Modern observers often struggle to understand the difference between war today and historic war, in part because war still dominates many news cycles. At a personal level, of course, there is no difference. A gold star family’s grief is no less acute in 2018 than the loss parents of Pomeranian grenadier or Parisian Musketeer felt. Nevertheless, when we focus on the especially salient personal effects, it is easy to lose sight of the systemic differences between contemporary and pre-nuclear wars. We can easily falsely believe we live equivalently bellicose times.
First, we have not seen a war between great powers since the end of WWII. Wars between great powers and lesser powers, regional powers, civil wars, and colonial wars are still awful and destroy the lives of people caught up in them, but are fundamentally different from great power wars. Great powers, by definition, can marshal tremendous resources and inflict staggering destruction, such as killing 1/3 of the population in the “Thirty Years War”, bringing half a million soldiers to blast away at one another while standing in straight lines at the “Battle of Nations”, or the destruction of WWI and WWII.
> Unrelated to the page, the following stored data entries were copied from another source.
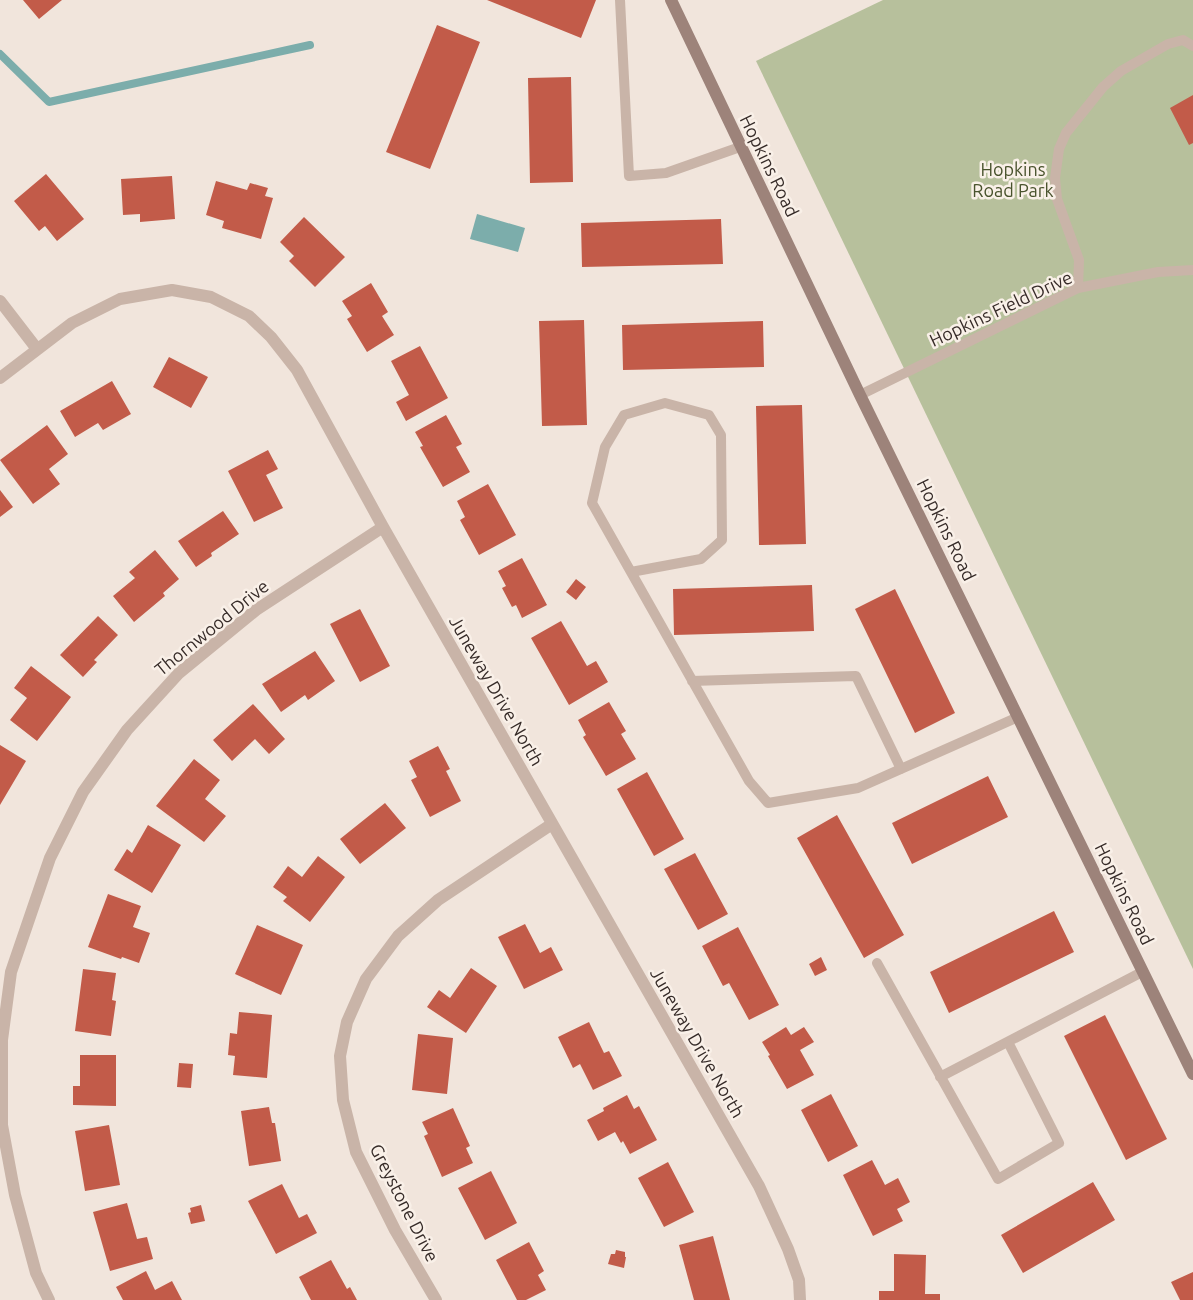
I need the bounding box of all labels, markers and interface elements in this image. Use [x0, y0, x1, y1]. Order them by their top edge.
street label: Hopkins Road [737, 111, 803, 220]
park label: Hopkins Road Park [972, 159, 1054, 200]
street label: Hopkins Field Drive [926, 266, 1075, 350]
street label: Hopkins Road [914, 475, 980, 584]
street label: Thornwood Drive [151, 575, 272, 679]
street label: Juneway Drive North [446, 612, 548, 769]
street label: Hopkins Road [1092, 839, 1158, 948]
street label: Juneway Drive North [647, 964, 749, 1121]
street label: Greystone Drive [367, 1140, 443, 1265]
Second, people who live in industrialized countries, especially great powers, have largely been spared the effects of war. While 9/11 or the various terror attacks in Europe are terrible, they pale in comparison to the destruction imposed by military conquest with hundreds of thousands of troops rampaging through the streets. From 1789, every major European capital was threatened by enemy armies more than once, possibly only excluding London. In the 70 years from 1870 to 1940, Paris alone was occupied twice and threatened a third time. In the 70 years since 1945 neither Paris nor any great power’s capital whatsoever has faced military occupation, ever.
Third, because great power war is so destructive, it can have knock-on effects far from the battlefield, even before aircraft. Conscription and recruitment passed personal costs of war from the capital to cities, towns and villages, sometimes destroying the local economy for decades. Disruption of trade or commerce on the high seas could impoverish seaports otherwise uninvolved in war. Resource diversion away from commercialy production to war also affected countries uninvolved in the wars themselves. While many great and superpowers have fought wars since WWII, those powers never had to reshape their domestic economy to survive. There are no 1943 Fords, but the 1967 Mustang is a classic.
It would be naïve to ascribe all changes since WWII to nuclear weapons, but it would be equally naïve to believe nuclear weapons had no effect. Many inventors or theorists believed their creations would make warfare so horrible no one would conscience it, including, but not limited to, the machine gun, high-explosives and the aircraft. Only nuclear weapons have acheived that goal, somewhat. Oppenheimer’s terror echoes through the global political system until today, and leaders understandably treat nuclear situations with the gravitas they are due. Every interaction on the global political stage occurs in the knowledge there is a potential chain of events that ends the world. The effects of that knowledge are not always well understood, but they are inescapable, and no other political system, structure or technology has ever had such a profound influence.